--- INPUT FOR THIS TASK Enclosed Below ---

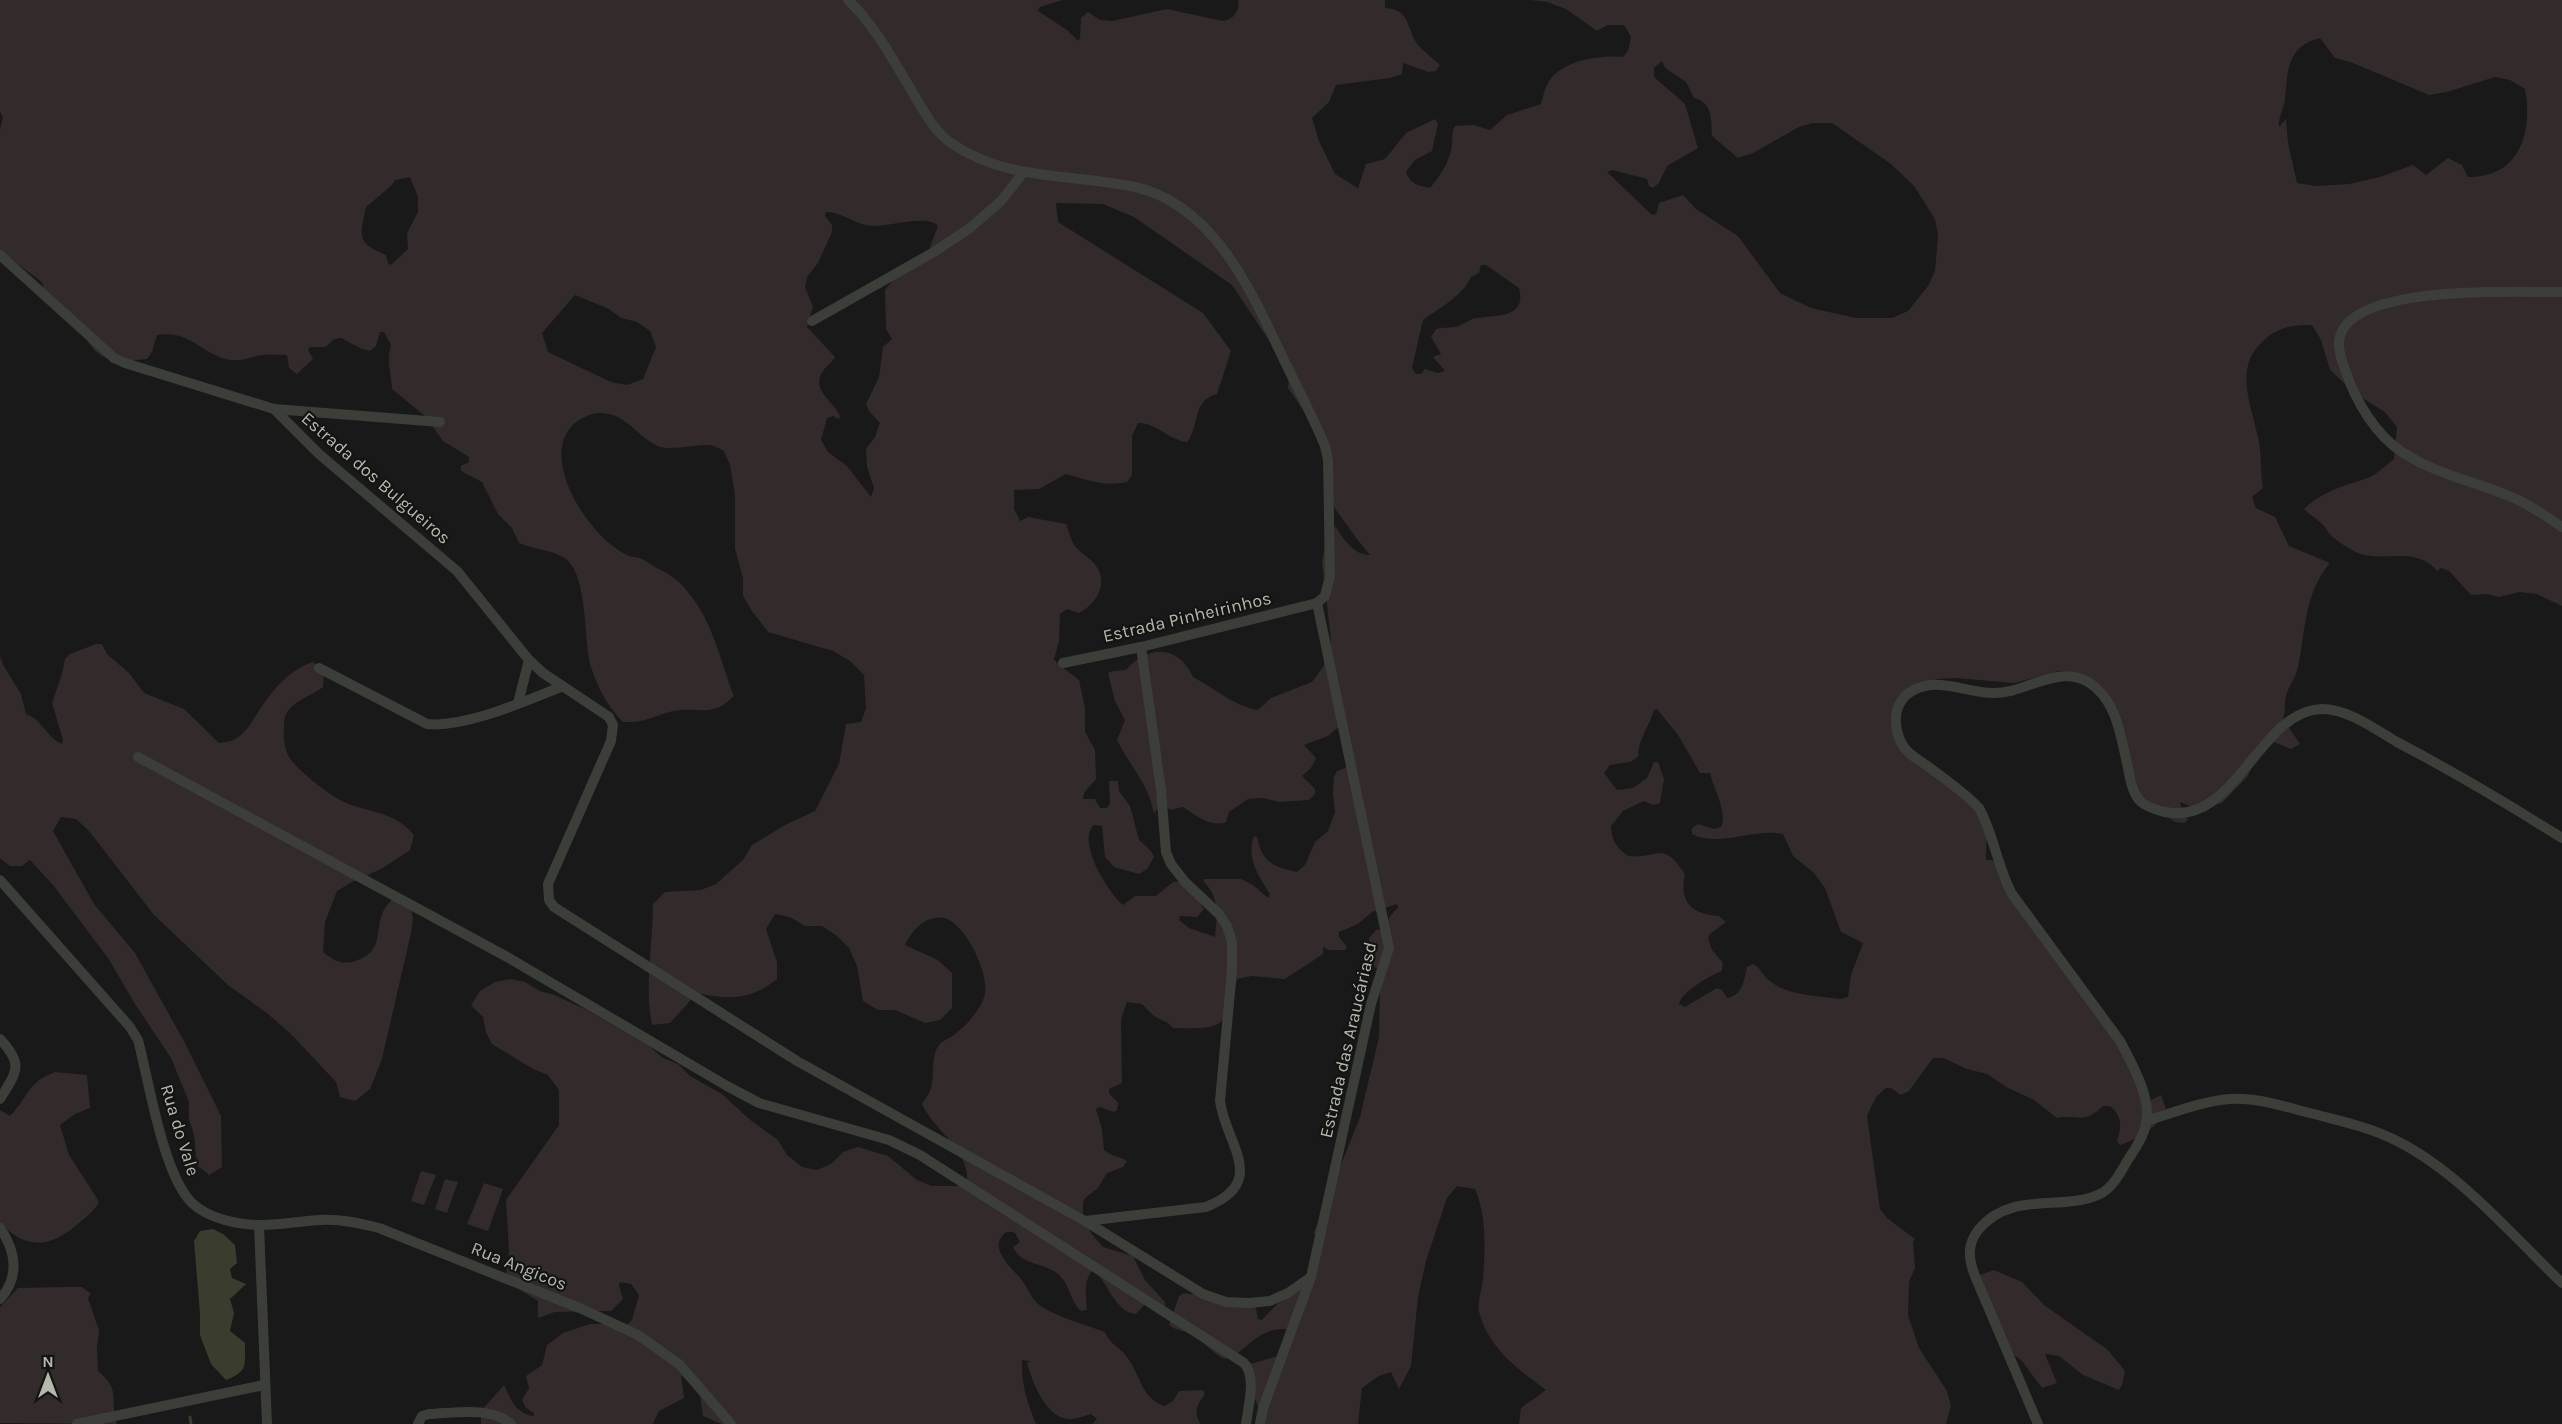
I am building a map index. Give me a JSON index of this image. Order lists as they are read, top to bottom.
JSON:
{
  "streets": {
    "street": [
      "Estrada dos Bulgueiros",
      "Estrada Pinheirinhos",
      "Estrada das Araucáriasd",
      "Rua do Vale",
      "Rua Angicos"
    ]
  },
  "crossings": [
    ["Estrada Pinheirinhos", "Estrada das Araucáriasd"],
    ["Rua do Vale", "Rua Angicos"]
  ],
  "north": "top"
}
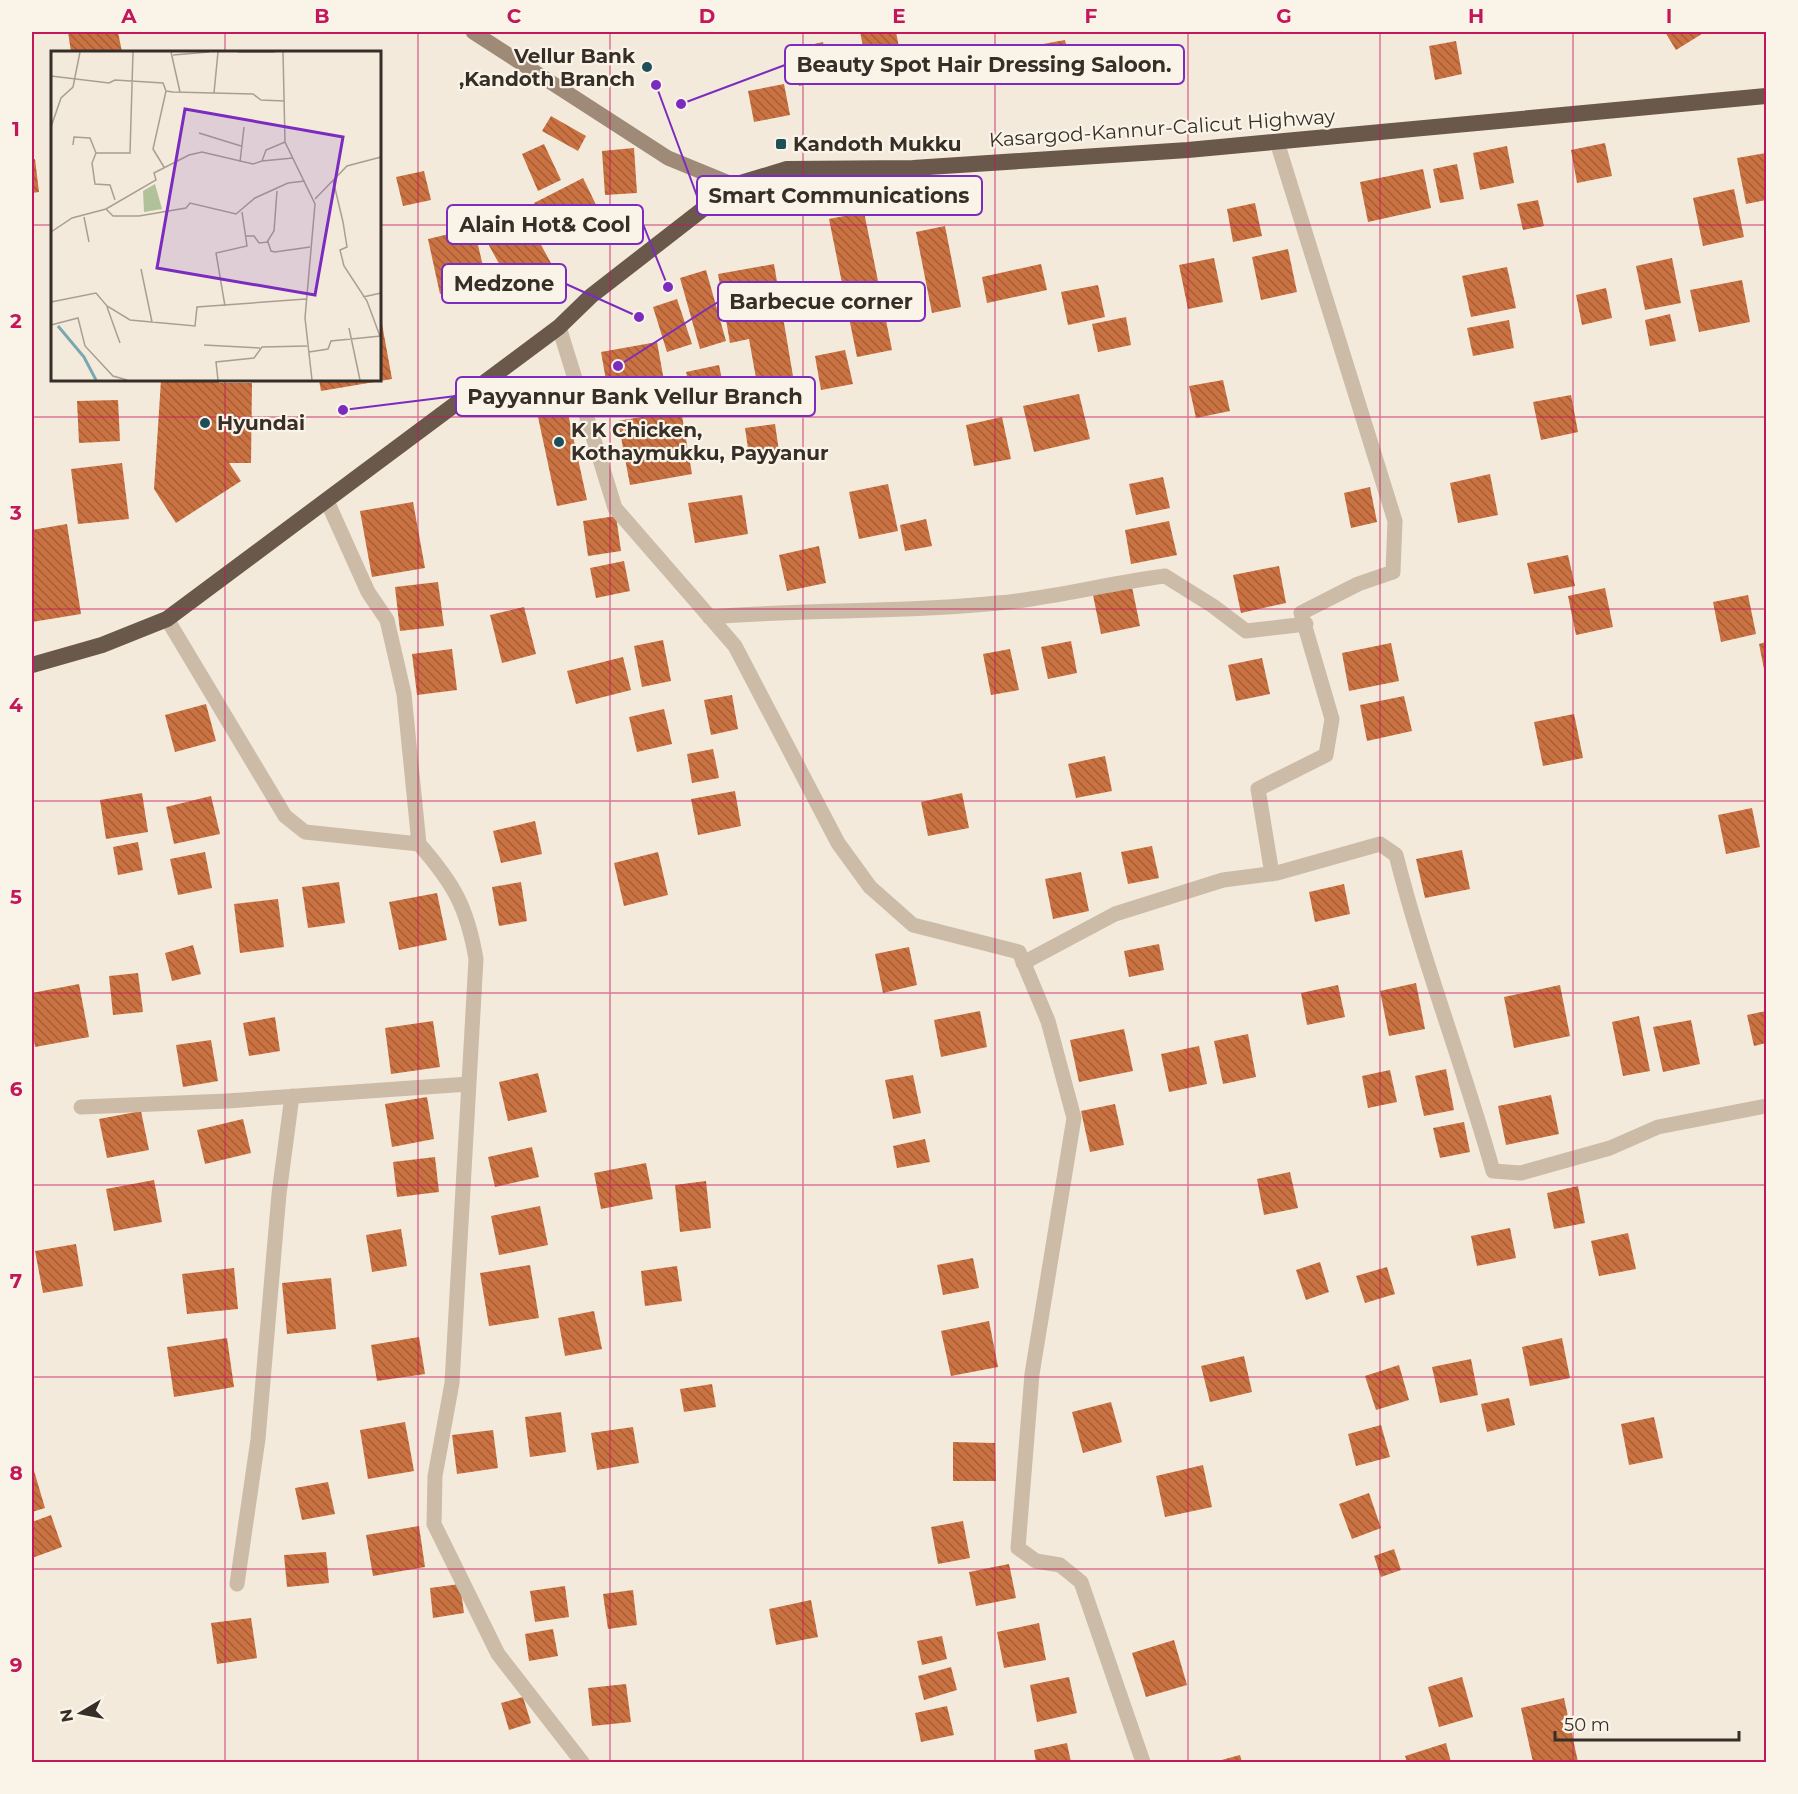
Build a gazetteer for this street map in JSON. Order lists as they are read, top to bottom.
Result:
{
  "streets": {
    "highway": ["Kasargod-Kannur-Calicut Highway"]
  },
  "places": {
    "other": [
      "Vellur Bank ,Kandoth Branch",
      "Smart Communications",
      "Beauty Spot Hair Dressing Saloon.",
      "Alain Hot& Cool",
      "Medzone",
      "Barbecue corner",
      "Payyannur Bank Vellur Branch",
      "Hyundai",
      "K K Chicken, Kothaymukku, Payyanur"
    ],
    "transit": ["Kandoth Mukku"]
  },
  "scale_bar": "50 m",
  "north": "left",
  "grid": {
    "columns": [
      "A",
      "B",
      "C",
      "D",
      "E",
      "F",
      "G",
      "H",
      "I"
    ],
    "rows": [
      "1",
      "2",
      "3",
      "4",
      "5",
      "6",
      "7",
      "8",
      "9"
    ]
  }
}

--- End of Enclosed INPUT FOR THIS TASK ---

WHAT TO PRODUCE: Any picture in the material is to be left out, and everything else is to be retyped as is.

EXERCISE OUTPUT:
I am building a map index. Give me a JSON index of this image. Order lists as they are read, top to bottom.
JSON:
{
  "streets": {
    "street": [
      "Estrada dos Bulgueiros",
      "Estrada Pinheirinhos",
      "Estrada das Araucáriasd",
      "Rua do Vale",
      "Rua Angicos"
    ]
  },
  "crossings": [
    ["Estrada Pinheirinhos", "Estrada das Araucáriasd"],
    ["Rua do Vale", "Rua Angicos"]
  ],
  "north": "top"
}
Build a gazetteer for this street map in JSON. Order lists as they are read, top to bottom.
Result:
{
  "streets": {
    "highway": ["Kasargod-Kannur-Calicut Highway"]
  },
  "places": {
    "other": [
      "Vellur Bank ,Kandoth Branch",
      "Smart Communications",
      "Beauty Spot Hair Dressing Saloon.",
      "Alain Hot& Cool",
      "Medzone",
      "Barbecue corner",
      "Payyannur Bank Vellur Branch",
      "Hyundai",
      "K K Chicken, Kothaymukku, Payyanur"
    ],
    "transit": ["Kandoth Mukku"]
  },
  "scale_bar": "50 m",
  "north": "left",
  "grid": {
    "columns": [
      "A",
      "B",
      "C",
      "D",
      "E",
      "F",
      "G",
      "H",
      "I"
    ],
    "rows": [
      "1",
      "2",
      "3",
      "4",
      "5",
      "6",
      "7",
      "8",
      "9"
    ]
  }
}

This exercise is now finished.